Iraqi troops dislodge ISIL from 70 percent of the city, a stronghold of the armed group, with French artillery support.
Iraqi Prime Minister Haider al-Abadi has declared victory over the Islamic State of Iraq and the Levant (ISIL, also known as ISIS) armed group in the northern city of Tal Afar and the entire province of Nineveh.
US-backed Iraqi forces launched an offensive against ISIL fighters, who had been holding Tal Afar for three years, on August 20.
“Tal Afar has been liberated,” Abadi said in a statement on Thursday, congratulating the Iraqi security forces.
“We say to the Islamic State fighters: wherever you are, we are coming for you and you have no choice but to surrender or die.”
Al Jazeera’s Osama Bin Javaid, reporting from the northern Iraqi city of Erbil, said the loss of Tal Afar and the northern province is a big blow to ISIL.
“The loss of Nineveh province is crucial because this is where ISIL declared its caliphate,” Bin Javaid said.
“This province was also the engine of the ISIL economy. It is where they used to smuggle oil to other areas. It is also where they used to generate big revenues in terms of taxes,” he added.
Iraqi forces had been waiting to clear the small town of al-‘Ayadiya, 11km northwest of Tal Afar, before declaring complete victory in the offensive. ISIL fighters had retreated to the town and put up heavy resistance.
The city is located some 70km west of Mosul and about 150km east of the Syrian border, sitting along a major road that was a key ISIL supply route. It had a population of about 200,000 before ISIL captured it in 2014.
Last week, the Iraqi army said it believes some 10,000 civilians remain inside the city, adding that it had secured safe corridors for them.
Officials with the US-led coalition said the recapture of Tal Afar would spell the end of ISIL in northern Iraq.

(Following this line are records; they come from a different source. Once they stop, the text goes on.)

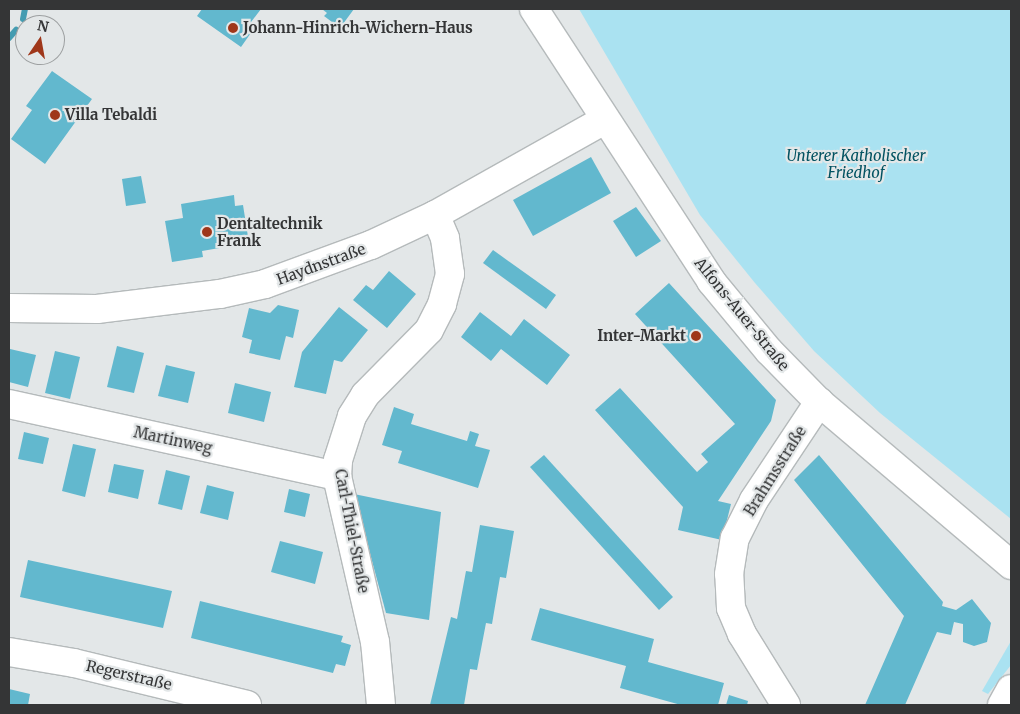 <!DOCTYPE html>
<html>
<head>
<meta charset="utf-8">
<style>
  body { margin:0 }
  #map { position:relative; width:1020px; height:714px; overflow:hidden; background:#e3e7e8; font-family:Merriweather,serif }
  div>[style] { position:absolute }
  [style*='--x'] { left:calc(var(--x)*1px); top:calc(var(--y)*1px); width:calc(var(--w)*1px); rotate:calc(var(--a)*1deg) }
  .green>* { inset:0; background:#aae2f1 }
  .stream>* { height:6px; margin:-3px; padding:0 3px; transform-origin:3px; border-radius:3px; background:#449cb1 }
  .building>* { inset:0; background:#62b8ce }
  .roads { filter:drop-shadow(1px 0 #b5babb) drop-shadow(-1px 0 #b5babb) drop-shadow(0 1px #b5babb) drop-shadow(0 -1px #b5babb) }
  .minor>* { height:28px; margin:-14px; padding:0 14px; transform-origin:14px; border-radius:14px; background:#fff }
  .dots>* { width:14px; height:14px; translate:-50% -50%; box-sizing:border-box; border:2px solid #e3e7e8; border-radius:50% }
  span { translate:-50% -50%; white-space:nowrap; text-align:center; line-height:1.15; -webkit-text-stroke:4.5px #e3e7e8; paint-order:stroke }
  .poi-label { font-size:15px; color:#343536; font-weight:700 }
  .left { translate:0 -50%; text-align:left }
  .right { translate:-100% -50%; text-align:right }
  .park-label { font-size:15px; color:#025261; font-style:italic }
  .street-label { font-size:15px; color:#343536 }
  .frame { position:absolute; inset:0; border:10px solid #343536; pointer-events:none }
  .north { position:absolute; left:15px; top:15px; width:50px; height:50px; box-sizing:border-box; background:#e3e7e8; border:1px solid #9da0a1; border-radius:50%; rotate:12deg; font-size:14px; font-weight:700; line-height:20px; text-align:center; color:#343536 }
  .north::after { content:''; display:block; margin:auto; width:18px; height:22px; background:#9f371a; clip-path:polygon(50% 0,100% 100%,50% 72%,0 100%) }
</style>
</head>
<body>
<div id="map">
  <div class="green">
    <i style="clip-path:polygon(579px 9px,1011px 9px,1011px 519px,880px 413px,814px 351px,755px 283px,700px 215px)"></i>
    <i style="clip-path:polygon(1011px 641px,1011px 665px,988px 694px,982px 691px)"></i>
  </div>
  <div class="stream">
    <i style="--x:23;--y:19;--w:10;--a:-79"></i>
    <i style="--x:9;--y:38;--w:11;--a:-49"></i>
  </div>
  <div class="building">
    <i style="clip-path:polygon(202px 9px,261px 9px,248px 26px,253px 30px,241px 47px,197px 16px)"></i>
    <i style="clip-path:polygon(322px 9px,354px 9px,340px 28px,324px 16px,327px 13px)"></i>
    <i style="clip-path:polygon(52px 71px,92px 99px,45px 164px,11px 139px,32px 110px,26px 106px)"></i>
    <i style="clip-path:polygon(591px 157px,611px 193px,533px 236px,513px 200px)"></i>
    <i style="clip-path:polygon(141px 176px,146px 203px,126px 206px,122px 179px)"></i>
    <i style="clip-path:polygon(234px 195px,235px 206px,243px 205px,249px 243px,202px 251px,203px 257px,172px 262px,165px 221px,183px 218px,181px 204px)"></i>
    <i style="clip-path:polygon(636px 207px,661px 241px,636px 257px,613px 221px)"></i>
    <i style="clip-path:polygon(493px 250px,556px 295px,546px 309px,483px 263px)"></i>
    <i style="clip-path:polygon(389px 271px,416px 294px,387px 328px,353px 300px,366px 285px,373px 290px)"></i>
    <i style="clip-path:polygon(669px 283px,776px 400px,771px 421px,718px 501px,731px 504px,722px 540px,678px 530px,683px 507px,595px 410px,620px 388px,697px 472px,708px 462px,701px 454px,735px 424px,635px 314px)"></i>
    <i style="clip-path:polygon(278px 305px,299px 310px,293px 338px,286px 336px,280px 360px,249px 353px,252px 340px,242px 337px,249px 308px,270px 313px)"></i>
    <i style="clip-path:polygon(339px 307px,368px 330px,342px 362px,334px 360px,326px 394px,294px 387px,302px 352px)"></i>
    <i style="clip-path:polygon(480px 312px,511px 336px,524px 319px,570px 355px,547px 385px,501px 349px,491px 361px,461px 337px)"></i>
    <i style="clip-path:polygon(117px 346px,144px 353px,134px 393px,107px 387px)"></i>
    <i style="clip-path:polygon(10px 349px,36px 355px,28px 387px,9px 382px)"></i>
    <i style="clip-path:polygon(55px 351px,80px 357px,70px 399px,45px 393px)"></i>
    <i style="clip-path:polygon(166px 365px,195px 372px,188px 403px,158px 396px)"></i>
    <i style="clip-path:polygon(235px 383px,271px 392px,264px 422px,228px 413px)"></i>
    <i style="clip-path:polygon(394px 407px,414px 414px,411px 424px,467px 441px,470px 431px,479px 434px,475px 446px,490px 450px,478px 488px,398px 463px,402px 451px,382px 445px)"></i>
    <i style="clip-path:polygon(24px 432px,49px 438px,43px 464px,18px 459px)"></i>
    <i style="clip-path:polygon(73px 444px,96px 449px,85px 497px,62px 491px)"></i>
    <i style="clip-path:polygon(544px 455px,673px 597px,659px 610px,530px 467px)"></i>
    <i style="clip-path:polygon(819px 455px,943px 602px,942px 606px,956px 610px,972px 599px,991px 623px,987px 642px,974px 646px,963px 642px,963px 624px,954px 622px,951px 635px,937px 632px,905px 705px,865px 705px,904px 616px,794px 480px)"></i>
    <i style="clip-path:polygon(114px 464px,144px 470px,138px 499px,108px 492px)"></i>
    <i style="clip-path:polygon(166px 470px,190px 476px,182px 510px,158px 504px)"></i>
    <i style="clip-path:polygon(207px 485px,234px 492px,228px 520px,200px 513px)"></i>
    <i style="clip-path:polygon(289px 489px,310px 494px,305px 517px,284px 512px)"></i>
    <i style="clip-path:polygon(354px 494px,441px 512px,429px 620px,386px 613px)"></i>
    <i style="clip-path:polygon(480px 525px,514px 531px,506px 578px,500px 577px,492px 624px,486px 623px,477px 670px,470px 669px,464px 705px,430px 705px,451px 617px,457px 619px,466px 571px,472px 572px)"></i>
    <i style="clip-path:polygon(280px 541px,323px 552px,315px 584px,271px 572px)"></i>
    <i style="clip-path:polygon(28px 560px,172px 591px,163px 628px,20px 597px)"></i>
    <i style="clip-path:polygon(200px 601px,343px 636px,341px 642px,351px 645px,345px 666px,336px 664px,333px 673px,191px 638px)"></i>
    <i style="clip-path:polygon(540px 608px,654px 639px,648px 662px,724px 683px,718px 705px,681px 705px,620px 688px,626px 666px,531px 640px)"></i>
    <i style="clip-path:polygon(9px 689px,30px 694px,28px 705px,9px 705px)"></i>
    <i style="clip-path:polygon(729px 695px,748px 701px,747px 705px,726px 705px)"></i>
  </div>
  <div class="roads">
    <div class="minor">
      <i style="--x:534;--y:9;--w:325;--a:56.9"></i>
      <i style="--x:711;--y:281;--w:91;--a:50.4"></i>
      <i style="--x:769;--y:351;--w:71;--a:45.6"></i>
      <i style="--x:819;--y:402;--w:252;--a:40.3"></i>
      <i style="--x:9;--y:308;--w:88;--a:0.7"></i>
      <i style="--x:97;--y:309;--w:124;--a:-7"></i>
      <i style="--x:220;--y:294;--w:46;--a:-12.5"></i>
      <i style="--x:265;--y:284;--w:113;--a:-20.2"></i>
      <i style="--x:371;--y:245;--w:71;--a:-25.1"></i>
      <i style="--x:435;--y:215;--w:194;--a:-29.3"></i>
      <i style="--x:9;--y:404;--w:336;--a:12.4"></i>
      <i style="--x:9;--y:652;--w:66;--a:9.6"></i>
      <i style="--x:74;--y:663;--w:178;--a:13.6"></i>
      <i style="--x:381;--y:705;--w:63;--a:-95.4"></i>
      <i style="--x:375;--y:642;--w:170;--a:-102.9"></i>
      <i style="--x:337;--y:476;--w:16;--a:-86"></i>
      <i style="--x:338;--y:460;--w:46;--a:-72.3"></i>
      <i style="--x:352;--y:416;--w:25;--a:-58"></i>
      <i style="--x:365;--y:395;--w:91;--a:-45.4"></i>
      <i style="--x:429;--y:330;--w:29;--a:-63"></i>
      <i style="--x:442;--y:304;--w:31;--a:-75"></i>
      <i style="--x:450;--y:274;--w:36;--a:-98"></i>
      <i style="--x:445;--y:238;--w:25;--a:-113"></i>
      <i style="--x:786;--y:705;--w:84;--a:-121.8"></i>
      <i style="--x:742;--y:634;--w:28;--a:-113"></i>
      <i style="--x:731;--y:608;--w:34;--a:-93"></i>
      <i style="--x:729;--y:574;--w:36;--a:-81"></i>
      <i style="--x:735;--y:538;--w:42;--a:-63.4"></i>
      <i style="--x:754;--y:500;--w:118;--a:-56.4"></i>
      <i style="--x:1002;--y:705;--w:18;--a:-61"></i>
    </div>
  </div>
  <div class="dots">
    <i style="left:233px;top:28px;background:#9f371a"></i>
    <i style="left:55px;top:115px;background:#9f371a"></i>
    <i style="left:207px;top:232px;background:#9f371a"></i>
    <i style="left:696px;top:336px;background:#9f371a"></i>
  </div>
  <div class="poi-label">
    <span class="left" style="left:243px;top:28px">Johann-Hinrich-Wichern-Haus</span>
    <span class="left" style="left:65px;top:115px">Villa Tebaldi</span>
    <span class="left" style="left:217px;top:232px">Dentaltechnik<br>Frank</span>
    <span class="right" style="left:686px;top:336px">Inter-Markt</span>
  </div>
  <div class="park-label">
    <span style="left:856px;top:164px">Unterer Katholischer<br>Friedhof</span>
  </div>
  <div class="street-label">
    <span style="left:321px;top:264px;rotate:-20deg">Haydnstraße</span>
    <span style="left:742px;top:314px;rotate:51deg">Alfons-Auer-Straße</span>
    <span style="left:173px;top:440px;rotate:12deg">Martinweg</span>
    <span style="left:775px;top:471px;rotate:-58deg">Brahmsstraße</span>
    <span style="left:352px;top:531px;rotate:79deg">Carl-Thiel-Straße</span>
    <span style="left:129px;top:675px;rotate:13deg">Regerstraße</span>
  </div>
  <div class="frame"></div>
  <div class="north">N</div>
</div>
</body>
</html>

Yet, they cautioned that victory over ISIL cannot be declared unless “ISIL is pushed out of every pocket it holds” in the country, including in their stronghold of Hawija, a town in Kirkuk province around 300km north of Baghdad that is expected to be new the new frontline against the group, and in the vast Anbar desert in the south near the border with Syria and Saudi Arabia.
“There is going to be a very difficult battle ahead for the Iraqi forces because they are now moving away from urban areas and going to areas where ISIL can easily camouflage itself,” Bin Javaid said.
Dlawer Ala-Aldeen, president of the Middle East Research Institute, described the retaking of Tal Afar as “a big milestone to celebrate”, but added that it was “by no means the end”.
“It’s actually the beginning of the bigger political and administrative issues that will follow,” he told Al Jazeera from Britain’s capital, London.
“When you get rid of the last stronghold you pay the way for reconstruction, reconciliation and all the process of recovery, as well as people getting to their houses,” Ala-Aldeen added.
“But actually that is it, because the next is the biggest challenge: providing security and services and dealing with the many armed groups.
“And, of course, there is the big challenge of Hawija – by no means the fighters in Mosul would have disappeared altogether because ISIL in Hawija and the Kirkuk area are actually more prominent, more visible and provoking greater excursions and reactions.”